The Corporation of Wardens continued in existences for many centuries, acting as trustees of the charities, and heavily involved in Borough Market. In 1900, the corporation had its ecclesiastical role removed, which left only the charitable functions intact, and United St Saviour’s Charity came under the control of the Metropolitan Borough of Southwark. The charity still maintains vestiges to its past through giving honorary titles of the Wardens to Trustees.

The original almshouses in Park Street lasted until 1868 when they were forced to move when the new railway line was built. The inhabitants moved to newly built almshouses in West Norwood. These almshouses were still standing until 2005, when eventually, their age and general poor state of repair prompted a move to Purley, South London, in 2006, where St Saviour’s Court remains today.

In 2012, United St Saviour’s Charity took on custodianship of Hopton’s Almshouses at Bankside. A new almshouse was opened in Southwark Park Road, Bermondsey in 2023 called Appleby Blue, named after Dorothy Appleby (or Applebee), a publican in Borough High St who left gifts to the parish in her will of 1682, and the Blue, Bermondsey.

The charity took control of Hopton's Almshouse Charity in 2012. These Grade 2* buildings were built in 1752, and named after Charles Hopton, a liveryman of the Worshipful Company of Fishmongers who died in 1730

The charity took control of the Helen Peele Memorial Almshouses on Lower Road, Rotherhithe in 2024. These were built in 1905 by Charles John Peele in memory of his mother. The Peele family were connected to the industrialist Brandram family of Rotherhithe.

==Governance==
United St Saviour's Charity is a registered charity with Charity Commission number 1103731. It is also a registered company with Companies House number 05092710. It was incorporated on 13 May 2004, but updated in 2020. The charity is governed by up to 12 trustees, who are normally connected to Southwark through their work or home. They serve a maximum term of 9 years.

The Board of Trustees meet up to 5 times per year. There are two subcommittees which focus on Community Investment grant making and finances. The head office is based in Crucifix Lane in London.

The charity is corporate trustee to its linked charities United St Saviour's Endowment Charity, Hopton's Charity and Helen Peele Memorial Almshouses Charity.

==Activities==

United St Saviour’s Charity supports the people and communities of Southwark through community investment and grant making, and providing social housing for older people.

Almshouses

United St Saviour’s Charity has been providing almshouses for older people since the 16th century, driven by the organisation’s core value to provide housing for the people of Southwark. The charity provides 137 homes across four sites, for people older than 65 years of age.

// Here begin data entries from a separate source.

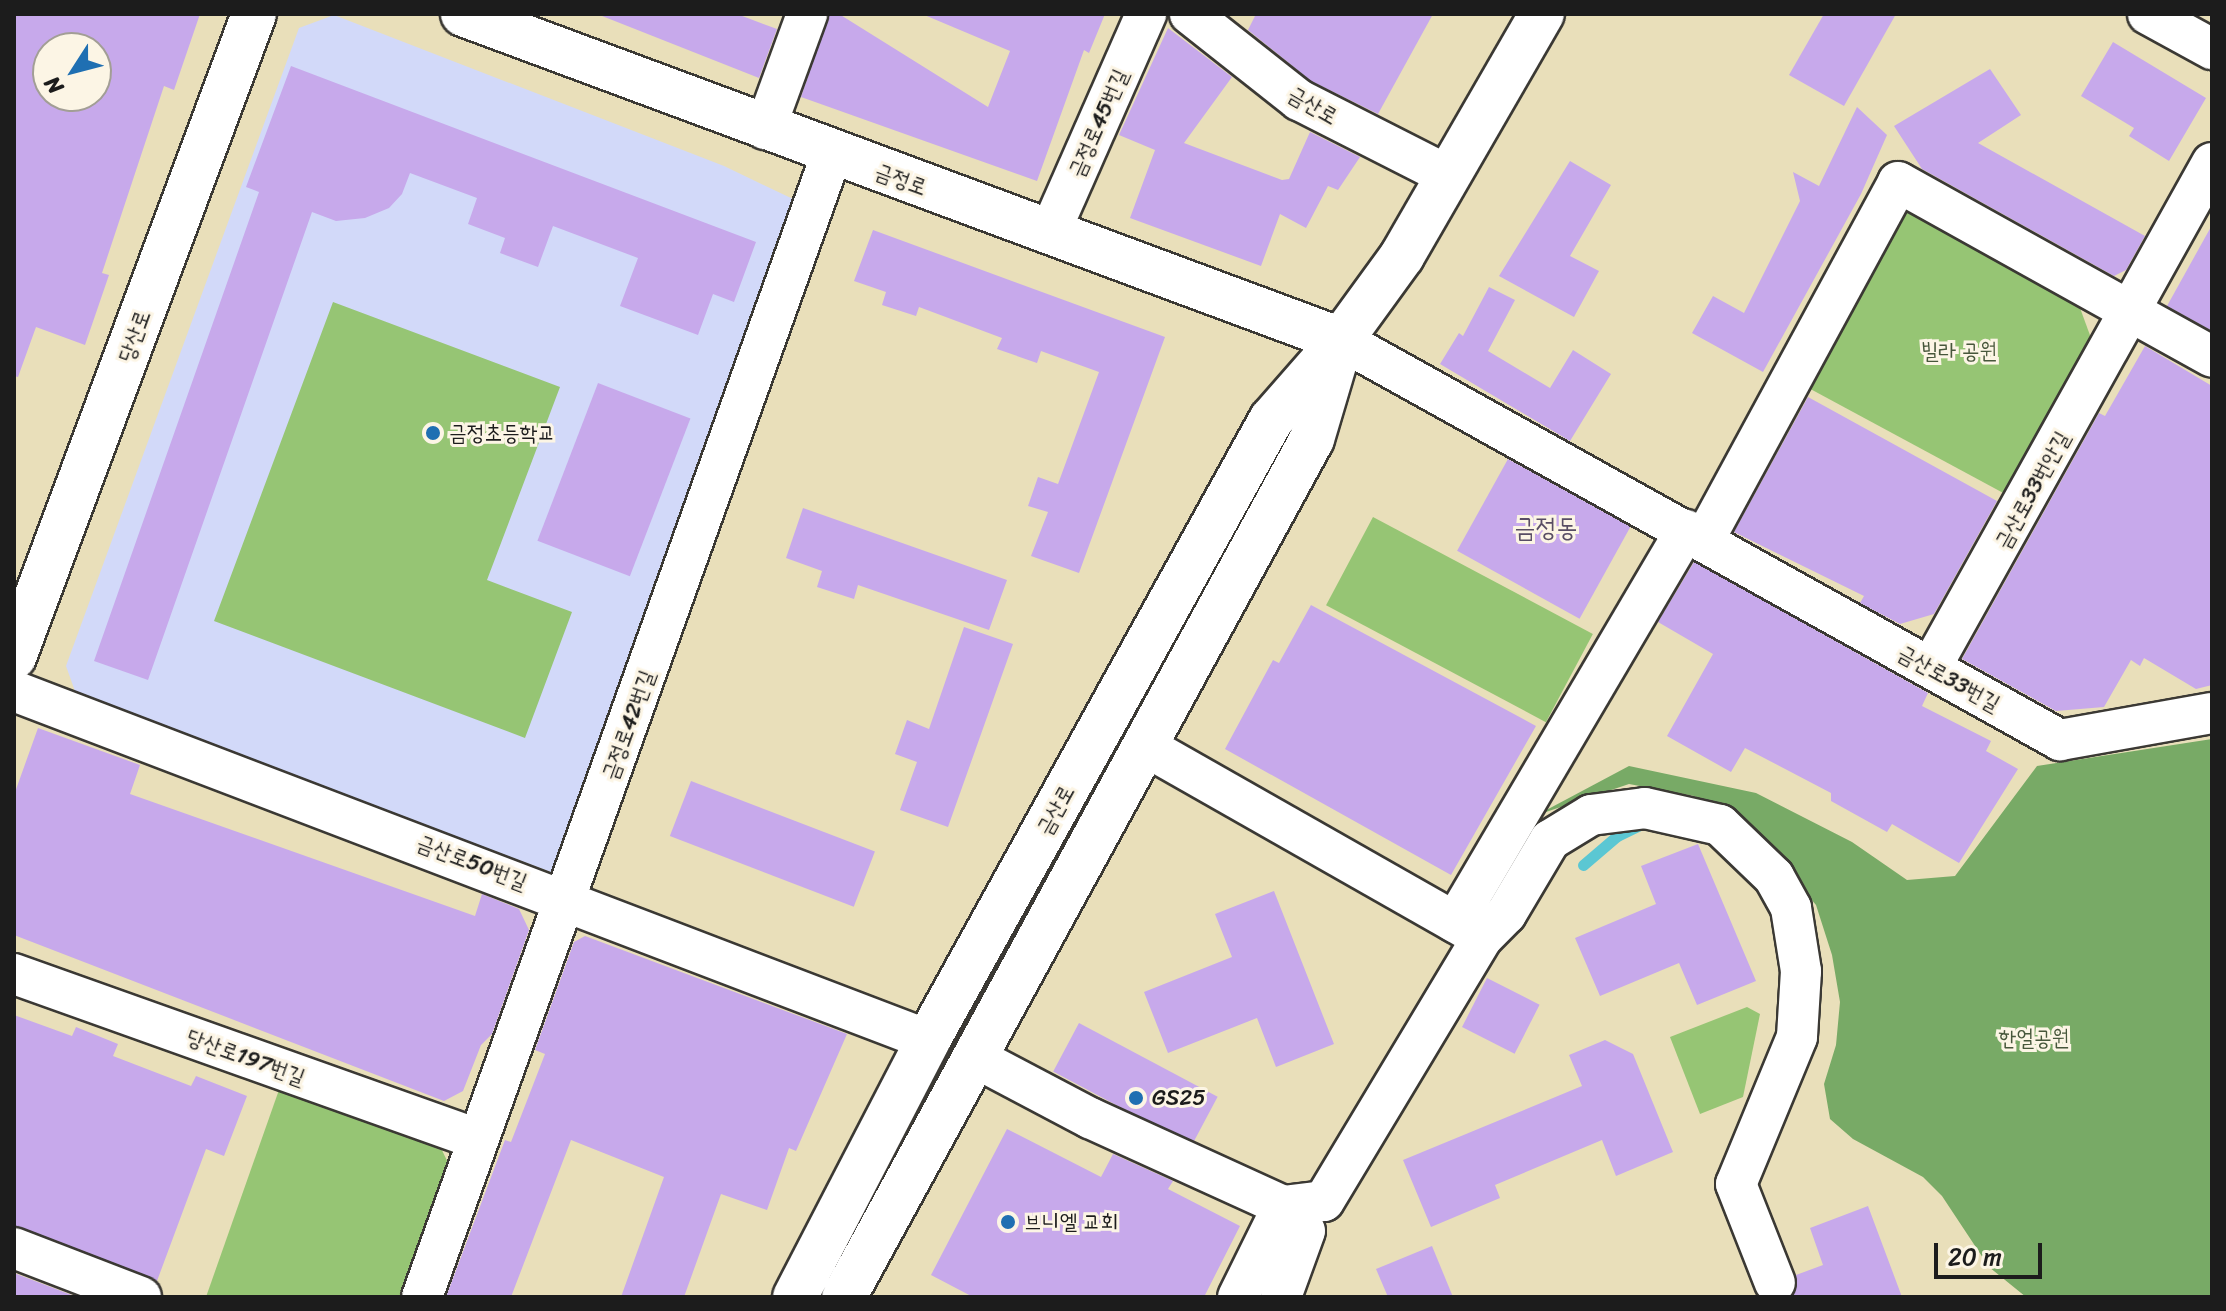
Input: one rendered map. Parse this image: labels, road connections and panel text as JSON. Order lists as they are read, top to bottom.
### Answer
{
  "streets": {
    "street": [
      "금산로",
      "금정로45번길",
      "금정로",
      "당산로",
      "금산로33번안길",
      "금산로33번길",
      "금정로42번길",
      "금산로50번길",
      "당산로197번길"
    ]
  },
  "crossings": [
    ["금산로", "금정로"],
    ["금산로", "금산로33번길"],
    ["금산로", "금산로50번길"],
    ["금정로45번길", "금정로"],
    ["금정로", "금산로33번길"],
    ["금정로", "금정로42번길"],
    ["금산로33번안길", "금산로33번길"],
    ["금정로42번길", "금산로50번길"],
    ["금정로42번길", "당산로197번길"]
  ],
  "districts": ["금정동"],
  "parks": ["빌라 공원", "한얼공원"],
  "places": ["금정초등학교", "GS25", "브니엘 교회"],
  "scale_bar": "20 m",
  "north": "bottom left"
}
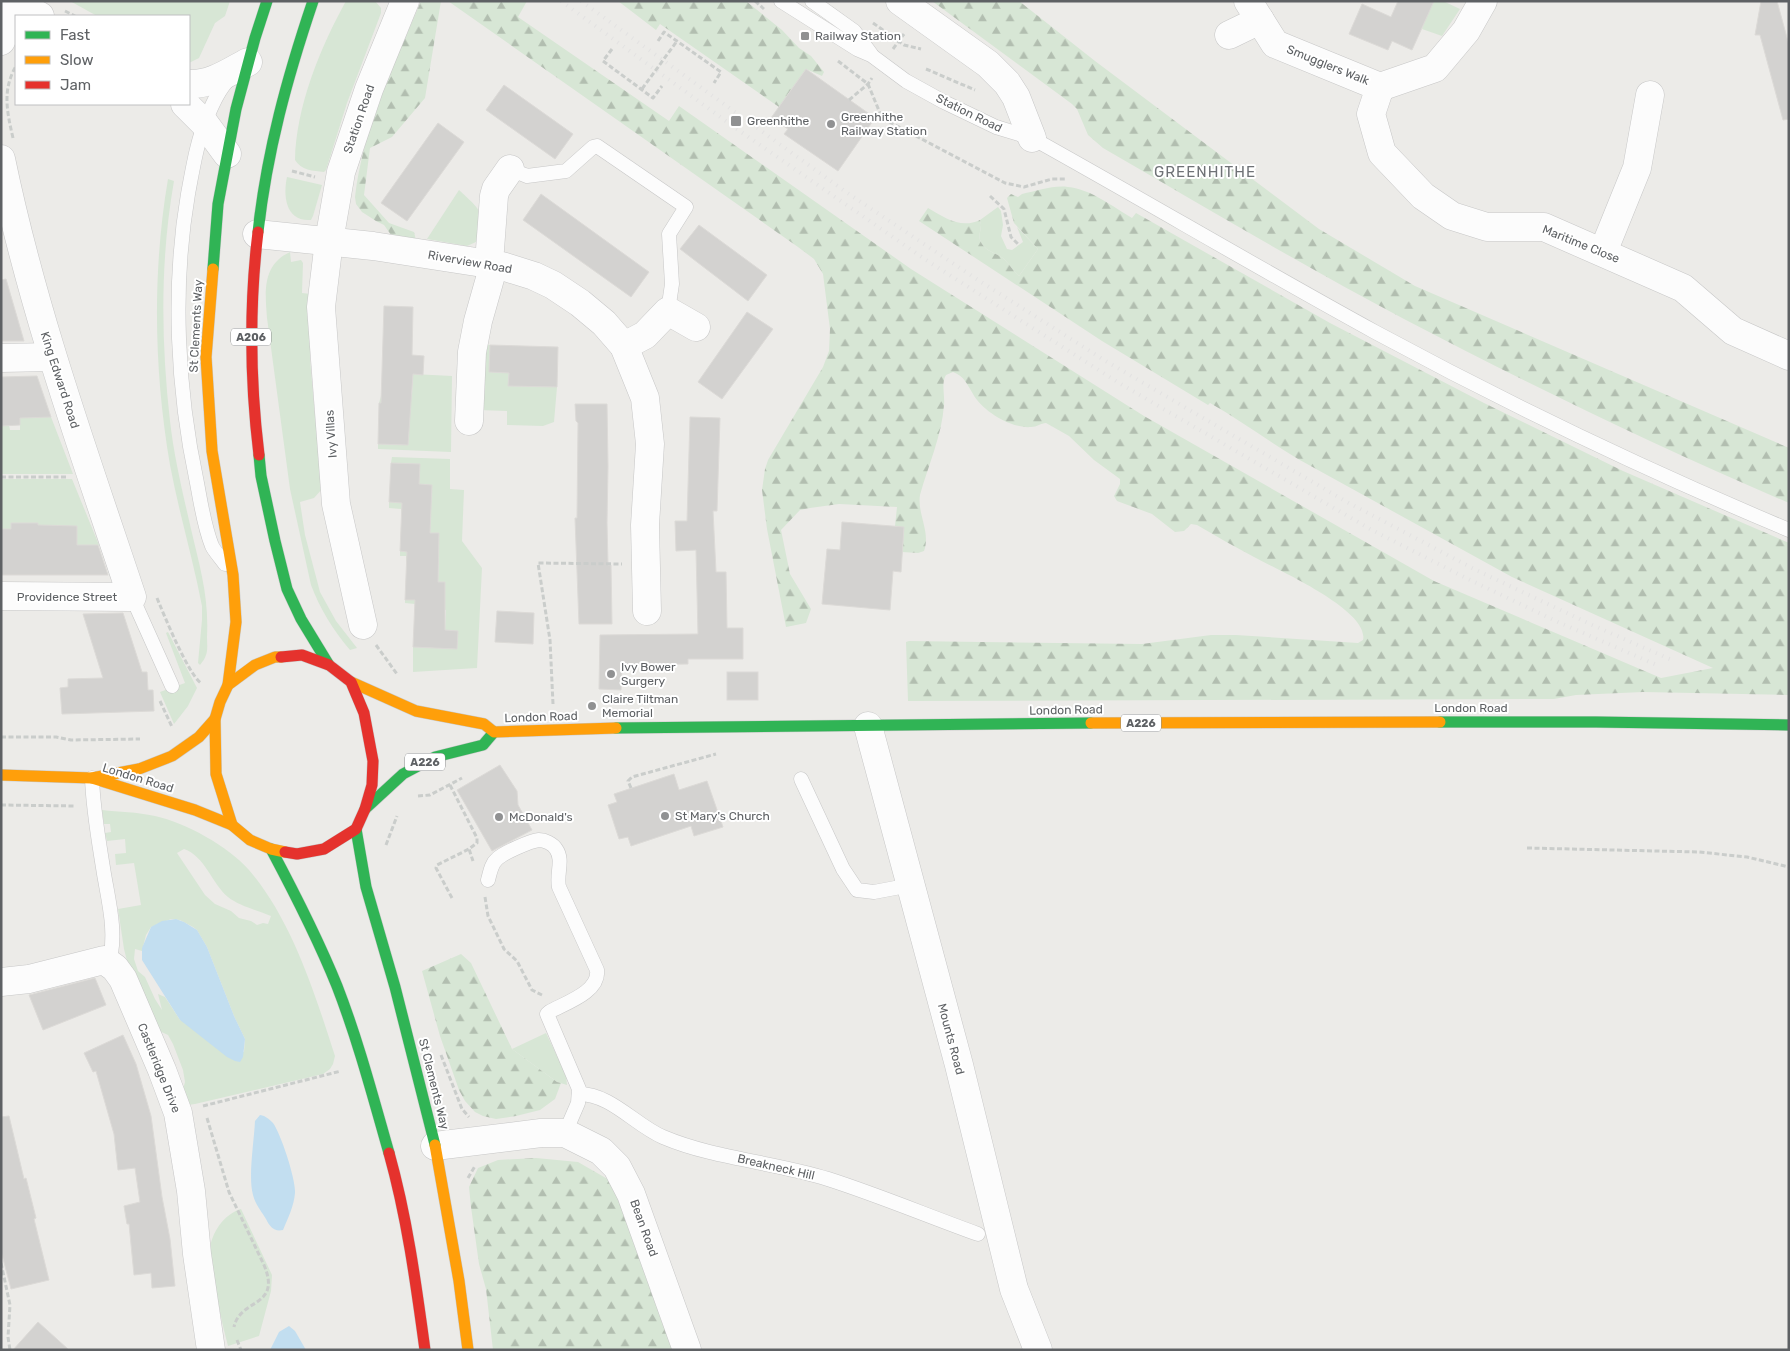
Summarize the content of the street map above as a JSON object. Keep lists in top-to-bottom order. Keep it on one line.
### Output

The charity has provided almshouses since the 16th century. The current almshouses include St Saviour’s Court in Purley, Hopton’s Gardens, Appleby Blue, and Helen Peele Memorial Almshouses.

Applebly Blue Almshouse, located in Bermondsey, opened in July 2023. The almshouse consists of 57 homes for people over the age of 65 in Southwark with low incomes. It also hosts a range of community and social activities.

Community Investment

The charity provides grants to other organisations in Southwark through its Community Investment programme. The programme provides small and large grants to organisations that support people in need who live in Southwark.

One Southwark

In 2022, as part of their Community Investment Programme, United St Saviours Charity launched One Southwark, a programme funded by City Bridge Foundation supporting young people in Southwark with financial support, mentoring, and training. It works in collaboration with a coalition of community stakeholders (businesses, funders, charities, and residents).

Research

The charity also has a research and influence focus, developing partnerships with research funders and research institutions. Its main focus is housing and ageing, and the impact on health and wellbeing.